• Task requirements
Below is a listing. Copy each line of it that holds the word "Madison".

• Data supplied
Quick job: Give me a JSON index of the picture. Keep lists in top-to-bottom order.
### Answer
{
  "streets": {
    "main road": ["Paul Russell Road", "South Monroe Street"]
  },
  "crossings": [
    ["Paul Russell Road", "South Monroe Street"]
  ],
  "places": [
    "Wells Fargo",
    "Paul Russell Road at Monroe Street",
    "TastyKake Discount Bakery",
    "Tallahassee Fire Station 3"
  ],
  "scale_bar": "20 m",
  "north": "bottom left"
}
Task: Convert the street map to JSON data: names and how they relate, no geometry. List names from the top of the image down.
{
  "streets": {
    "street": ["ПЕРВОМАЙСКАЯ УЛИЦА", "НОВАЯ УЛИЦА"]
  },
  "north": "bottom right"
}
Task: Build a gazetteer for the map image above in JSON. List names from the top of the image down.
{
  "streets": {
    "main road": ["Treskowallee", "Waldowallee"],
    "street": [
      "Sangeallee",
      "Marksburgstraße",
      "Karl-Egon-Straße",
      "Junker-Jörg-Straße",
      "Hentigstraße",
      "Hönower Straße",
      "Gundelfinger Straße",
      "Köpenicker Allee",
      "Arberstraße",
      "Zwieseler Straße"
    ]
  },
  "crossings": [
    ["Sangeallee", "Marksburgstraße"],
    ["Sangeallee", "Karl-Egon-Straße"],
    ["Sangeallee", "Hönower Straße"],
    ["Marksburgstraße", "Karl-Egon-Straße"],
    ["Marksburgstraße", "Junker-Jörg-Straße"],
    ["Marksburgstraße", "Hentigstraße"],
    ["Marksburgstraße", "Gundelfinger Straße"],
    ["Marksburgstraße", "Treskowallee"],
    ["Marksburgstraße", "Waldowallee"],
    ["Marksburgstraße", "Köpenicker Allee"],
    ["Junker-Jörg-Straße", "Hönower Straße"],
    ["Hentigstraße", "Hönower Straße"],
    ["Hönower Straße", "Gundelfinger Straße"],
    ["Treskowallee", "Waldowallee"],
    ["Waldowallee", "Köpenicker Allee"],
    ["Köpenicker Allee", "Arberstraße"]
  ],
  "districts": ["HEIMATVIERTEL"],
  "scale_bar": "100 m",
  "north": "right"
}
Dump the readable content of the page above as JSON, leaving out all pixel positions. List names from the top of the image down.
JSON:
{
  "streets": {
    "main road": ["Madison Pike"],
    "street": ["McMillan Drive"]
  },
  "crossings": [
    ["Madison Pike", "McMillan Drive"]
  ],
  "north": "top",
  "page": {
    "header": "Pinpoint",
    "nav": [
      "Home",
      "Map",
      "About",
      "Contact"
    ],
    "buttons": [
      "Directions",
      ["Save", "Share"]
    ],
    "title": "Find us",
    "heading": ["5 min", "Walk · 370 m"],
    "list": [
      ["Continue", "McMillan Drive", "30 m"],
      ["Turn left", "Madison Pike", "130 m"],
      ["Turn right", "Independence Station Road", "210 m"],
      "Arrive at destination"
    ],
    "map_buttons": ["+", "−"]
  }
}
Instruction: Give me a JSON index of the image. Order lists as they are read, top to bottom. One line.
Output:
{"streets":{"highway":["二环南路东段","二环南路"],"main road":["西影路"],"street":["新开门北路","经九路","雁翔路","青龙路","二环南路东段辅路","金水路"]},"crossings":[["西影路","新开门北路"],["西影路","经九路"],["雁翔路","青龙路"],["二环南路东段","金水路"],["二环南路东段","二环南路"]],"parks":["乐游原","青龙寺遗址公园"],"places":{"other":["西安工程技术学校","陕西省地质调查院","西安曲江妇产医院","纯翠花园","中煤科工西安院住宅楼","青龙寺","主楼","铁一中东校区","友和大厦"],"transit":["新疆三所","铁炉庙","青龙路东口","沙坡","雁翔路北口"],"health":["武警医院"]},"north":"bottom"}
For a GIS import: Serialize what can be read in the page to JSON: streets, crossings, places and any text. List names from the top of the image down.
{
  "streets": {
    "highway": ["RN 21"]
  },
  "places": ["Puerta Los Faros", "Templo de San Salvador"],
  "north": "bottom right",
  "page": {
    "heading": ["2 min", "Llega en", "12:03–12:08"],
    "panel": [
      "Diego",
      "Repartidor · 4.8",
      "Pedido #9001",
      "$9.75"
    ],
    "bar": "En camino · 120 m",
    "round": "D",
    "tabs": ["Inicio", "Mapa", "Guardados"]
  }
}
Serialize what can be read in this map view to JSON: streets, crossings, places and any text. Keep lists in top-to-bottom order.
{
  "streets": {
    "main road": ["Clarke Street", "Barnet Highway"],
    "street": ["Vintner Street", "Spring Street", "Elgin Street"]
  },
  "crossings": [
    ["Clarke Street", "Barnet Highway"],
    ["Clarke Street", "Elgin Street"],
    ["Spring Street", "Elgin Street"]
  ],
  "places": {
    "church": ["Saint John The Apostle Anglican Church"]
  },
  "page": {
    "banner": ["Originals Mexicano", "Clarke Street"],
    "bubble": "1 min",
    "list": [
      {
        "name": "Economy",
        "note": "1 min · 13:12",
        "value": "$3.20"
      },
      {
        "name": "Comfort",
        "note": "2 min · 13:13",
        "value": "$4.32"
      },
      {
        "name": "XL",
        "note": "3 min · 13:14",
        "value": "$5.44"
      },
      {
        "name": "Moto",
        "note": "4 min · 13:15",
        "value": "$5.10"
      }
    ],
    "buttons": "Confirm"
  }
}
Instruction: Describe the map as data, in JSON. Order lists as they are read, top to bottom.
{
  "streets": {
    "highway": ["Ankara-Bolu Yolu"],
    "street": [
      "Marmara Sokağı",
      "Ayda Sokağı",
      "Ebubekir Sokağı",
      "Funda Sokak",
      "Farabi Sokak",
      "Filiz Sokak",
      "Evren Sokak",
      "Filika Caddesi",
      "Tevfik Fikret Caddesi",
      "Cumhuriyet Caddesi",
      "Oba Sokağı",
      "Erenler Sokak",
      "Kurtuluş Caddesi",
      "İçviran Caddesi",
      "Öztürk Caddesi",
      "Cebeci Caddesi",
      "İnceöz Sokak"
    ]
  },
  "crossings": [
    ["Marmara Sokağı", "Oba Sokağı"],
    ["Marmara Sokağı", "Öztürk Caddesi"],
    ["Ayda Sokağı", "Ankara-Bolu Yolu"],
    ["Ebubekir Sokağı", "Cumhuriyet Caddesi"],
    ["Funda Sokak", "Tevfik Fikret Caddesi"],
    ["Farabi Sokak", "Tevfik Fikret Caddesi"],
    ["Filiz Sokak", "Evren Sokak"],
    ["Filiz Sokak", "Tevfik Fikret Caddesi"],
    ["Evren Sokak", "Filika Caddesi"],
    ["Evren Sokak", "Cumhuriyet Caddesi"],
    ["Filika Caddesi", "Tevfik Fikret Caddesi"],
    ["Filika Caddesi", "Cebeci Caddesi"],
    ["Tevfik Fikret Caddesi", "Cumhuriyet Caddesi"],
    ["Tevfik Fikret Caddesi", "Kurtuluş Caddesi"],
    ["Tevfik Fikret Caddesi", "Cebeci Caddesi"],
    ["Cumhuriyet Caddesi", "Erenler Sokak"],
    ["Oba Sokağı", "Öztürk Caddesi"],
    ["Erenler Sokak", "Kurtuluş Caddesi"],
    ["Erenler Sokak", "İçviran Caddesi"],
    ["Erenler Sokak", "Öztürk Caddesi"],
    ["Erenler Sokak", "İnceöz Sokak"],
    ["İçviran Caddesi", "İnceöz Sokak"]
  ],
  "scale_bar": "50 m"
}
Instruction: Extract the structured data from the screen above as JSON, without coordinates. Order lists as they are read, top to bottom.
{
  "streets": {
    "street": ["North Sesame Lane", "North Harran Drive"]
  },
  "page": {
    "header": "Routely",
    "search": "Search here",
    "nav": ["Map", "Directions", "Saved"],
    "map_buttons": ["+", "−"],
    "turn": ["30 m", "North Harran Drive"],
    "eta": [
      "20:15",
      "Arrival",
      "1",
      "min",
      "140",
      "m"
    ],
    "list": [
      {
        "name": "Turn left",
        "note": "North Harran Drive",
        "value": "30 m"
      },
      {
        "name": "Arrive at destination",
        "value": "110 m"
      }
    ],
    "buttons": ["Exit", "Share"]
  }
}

• Answer space
    "main road": ["Madison Pike"],
    ["Madison Pike", "McMillan Drive"]
      ["Turn left", "Madison Pike", "130 m"],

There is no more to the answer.